Beginning at the line that contains "Give bounding boxes for all labels, markers", return every remaining line of the data below exactly; return nothing before it.

EXERCISE MATERIALS:
=== Section Start ===
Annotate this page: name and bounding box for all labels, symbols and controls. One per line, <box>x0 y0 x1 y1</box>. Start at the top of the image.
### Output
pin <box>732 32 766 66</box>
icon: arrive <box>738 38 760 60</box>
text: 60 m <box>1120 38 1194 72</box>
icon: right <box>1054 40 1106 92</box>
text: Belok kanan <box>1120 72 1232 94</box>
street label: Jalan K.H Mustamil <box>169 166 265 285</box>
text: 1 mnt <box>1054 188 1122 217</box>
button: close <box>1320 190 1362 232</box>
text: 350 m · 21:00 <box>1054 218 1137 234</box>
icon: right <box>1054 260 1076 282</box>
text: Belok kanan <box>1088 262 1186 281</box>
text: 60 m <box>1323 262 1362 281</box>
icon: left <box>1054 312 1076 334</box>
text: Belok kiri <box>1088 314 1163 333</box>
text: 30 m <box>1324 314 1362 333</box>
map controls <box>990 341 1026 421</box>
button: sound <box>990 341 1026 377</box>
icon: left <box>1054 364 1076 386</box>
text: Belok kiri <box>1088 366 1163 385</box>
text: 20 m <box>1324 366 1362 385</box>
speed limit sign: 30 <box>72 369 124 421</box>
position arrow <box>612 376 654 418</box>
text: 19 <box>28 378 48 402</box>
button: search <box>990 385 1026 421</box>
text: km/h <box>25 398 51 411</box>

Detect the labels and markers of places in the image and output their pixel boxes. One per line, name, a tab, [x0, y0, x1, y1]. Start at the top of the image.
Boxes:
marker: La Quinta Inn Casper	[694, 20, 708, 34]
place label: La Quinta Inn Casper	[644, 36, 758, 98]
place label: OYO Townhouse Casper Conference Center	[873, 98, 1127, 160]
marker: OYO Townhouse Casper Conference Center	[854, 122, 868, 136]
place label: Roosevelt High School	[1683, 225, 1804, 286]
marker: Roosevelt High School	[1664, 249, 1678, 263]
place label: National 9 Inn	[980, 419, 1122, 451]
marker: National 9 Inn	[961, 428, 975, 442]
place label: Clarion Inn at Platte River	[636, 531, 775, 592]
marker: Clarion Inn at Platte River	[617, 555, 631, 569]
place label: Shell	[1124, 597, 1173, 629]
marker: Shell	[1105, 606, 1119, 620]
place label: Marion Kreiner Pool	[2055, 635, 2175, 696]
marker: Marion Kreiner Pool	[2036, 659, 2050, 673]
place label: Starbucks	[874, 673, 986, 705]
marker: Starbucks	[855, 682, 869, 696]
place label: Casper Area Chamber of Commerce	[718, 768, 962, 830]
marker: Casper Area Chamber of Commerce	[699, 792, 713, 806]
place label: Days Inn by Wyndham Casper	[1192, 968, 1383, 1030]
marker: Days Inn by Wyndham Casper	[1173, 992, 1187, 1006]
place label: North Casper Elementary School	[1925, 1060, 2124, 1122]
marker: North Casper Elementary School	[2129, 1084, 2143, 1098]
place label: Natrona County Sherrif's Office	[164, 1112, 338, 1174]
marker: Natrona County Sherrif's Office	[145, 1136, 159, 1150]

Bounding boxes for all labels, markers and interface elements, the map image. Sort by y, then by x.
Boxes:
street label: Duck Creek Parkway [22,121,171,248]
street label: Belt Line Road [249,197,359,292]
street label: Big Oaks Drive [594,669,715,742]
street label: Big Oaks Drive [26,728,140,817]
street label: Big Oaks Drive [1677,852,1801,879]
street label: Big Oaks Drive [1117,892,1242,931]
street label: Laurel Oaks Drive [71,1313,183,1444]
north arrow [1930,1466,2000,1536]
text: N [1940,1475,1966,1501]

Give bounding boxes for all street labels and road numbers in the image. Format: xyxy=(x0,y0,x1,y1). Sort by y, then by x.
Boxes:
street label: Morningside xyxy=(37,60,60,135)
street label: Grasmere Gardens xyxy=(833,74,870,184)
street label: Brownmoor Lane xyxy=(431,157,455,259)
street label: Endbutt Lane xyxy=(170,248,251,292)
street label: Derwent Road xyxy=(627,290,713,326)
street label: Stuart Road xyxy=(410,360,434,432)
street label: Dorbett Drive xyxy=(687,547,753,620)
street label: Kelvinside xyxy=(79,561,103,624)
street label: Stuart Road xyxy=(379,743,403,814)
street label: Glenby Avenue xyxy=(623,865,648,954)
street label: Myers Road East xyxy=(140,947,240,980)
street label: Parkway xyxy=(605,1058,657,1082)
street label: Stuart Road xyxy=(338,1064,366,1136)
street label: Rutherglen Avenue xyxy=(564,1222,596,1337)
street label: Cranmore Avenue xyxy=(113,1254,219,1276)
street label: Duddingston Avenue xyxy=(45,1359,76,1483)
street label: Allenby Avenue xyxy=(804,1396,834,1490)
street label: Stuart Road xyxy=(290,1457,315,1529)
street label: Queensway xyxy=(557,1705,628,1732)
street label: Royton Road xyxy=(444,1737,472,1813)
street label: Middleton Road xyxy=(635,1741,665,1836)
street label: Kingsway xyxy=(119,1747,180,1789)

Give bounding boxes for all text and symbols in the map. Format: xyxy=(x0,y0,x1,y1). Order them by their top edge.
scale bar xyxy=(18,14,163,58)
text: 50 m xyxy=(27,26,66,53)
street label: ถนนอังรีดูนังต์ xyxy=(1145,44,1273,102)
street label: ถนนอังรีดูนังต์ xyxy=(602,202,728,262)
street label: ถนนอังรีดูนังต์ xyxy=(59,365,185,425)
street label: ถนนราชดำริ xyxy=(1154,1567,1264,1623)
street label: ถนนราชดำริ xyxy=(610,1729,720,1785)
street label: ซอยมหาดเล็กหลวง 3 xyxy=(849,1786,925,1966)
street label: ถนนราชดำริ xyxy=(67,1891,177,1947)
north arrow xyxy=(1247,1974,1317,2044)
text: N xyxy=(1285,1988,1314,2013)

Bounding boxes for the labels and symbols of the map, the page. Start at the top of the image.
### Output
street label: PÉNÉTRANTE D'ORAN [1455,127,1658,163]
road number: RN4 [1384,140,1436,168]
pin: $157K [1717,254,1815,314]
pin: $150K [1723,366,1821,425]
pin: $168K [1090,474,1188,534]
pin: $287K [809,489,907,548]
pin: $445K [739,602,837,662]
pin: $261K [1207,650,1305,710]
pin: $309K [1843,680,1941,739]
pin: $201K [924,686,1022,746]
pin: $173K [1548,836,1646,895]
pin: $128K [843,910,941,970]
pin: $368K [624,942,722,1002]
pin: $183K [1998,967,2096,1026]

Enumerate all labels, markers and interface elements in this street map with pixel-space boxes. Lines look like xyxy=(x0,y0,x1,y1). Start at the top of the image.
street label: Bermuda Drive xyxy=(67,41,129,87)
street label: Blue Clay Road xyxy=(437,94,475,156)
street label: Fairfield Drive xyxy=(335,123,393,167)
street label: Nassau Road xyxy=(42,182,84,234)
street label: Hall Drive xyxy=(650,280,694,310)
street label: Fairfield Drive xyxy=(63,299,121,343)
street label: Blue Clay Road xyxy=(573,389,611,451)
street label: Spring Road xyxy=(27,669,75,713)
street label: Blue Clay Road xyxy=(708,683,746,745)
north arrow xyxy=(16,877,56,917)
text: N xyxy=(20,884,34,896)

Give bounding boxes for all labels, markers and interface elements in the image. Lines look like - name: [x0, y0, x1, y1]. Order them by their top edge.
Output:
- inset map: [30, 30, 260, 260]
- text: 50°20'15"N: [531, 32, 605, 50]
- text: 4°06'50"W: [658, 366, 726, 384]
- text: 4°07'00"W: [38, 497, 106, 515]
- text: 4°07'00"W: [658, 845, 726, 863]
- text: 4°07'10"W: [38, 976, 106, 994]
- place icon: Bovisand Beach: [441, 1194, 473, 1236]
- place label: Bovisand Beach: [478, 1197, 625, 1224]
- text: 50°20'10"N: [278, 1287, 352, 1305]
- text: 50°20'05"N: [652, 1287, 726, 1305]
=== Section End ===
SOLUTION TO THE PROBLEM:
Give bounding boxes for all labels, markers and interface elements in the image. Lines look like - name: [x0, y0, x1, y1]. Order them by their top edge.
Output:
- inset map: [30, 30, 260, 260]
- text: 50°20'15"N: [531, 32, 605, 50]
- text: 4°06'50"W: [658, 366, 726, 384]
- text: 4°07'00"W: [38, 497, 106, 515]
- text: 4°07'00"W: [658, 845, 726, 863]
- text: 4°07'10"W: [38, 976, 106, 994]
- place icon: Bovisand Beach: [441, 1194, 473, 1236]
- place label: Bovisand Beach: [478, 1197, 625, 1224]
- text: 50°20'10"N: [278, 1287, 352, 1305]
- text: 50°20'05"N: [652, 1287, 726, 1305]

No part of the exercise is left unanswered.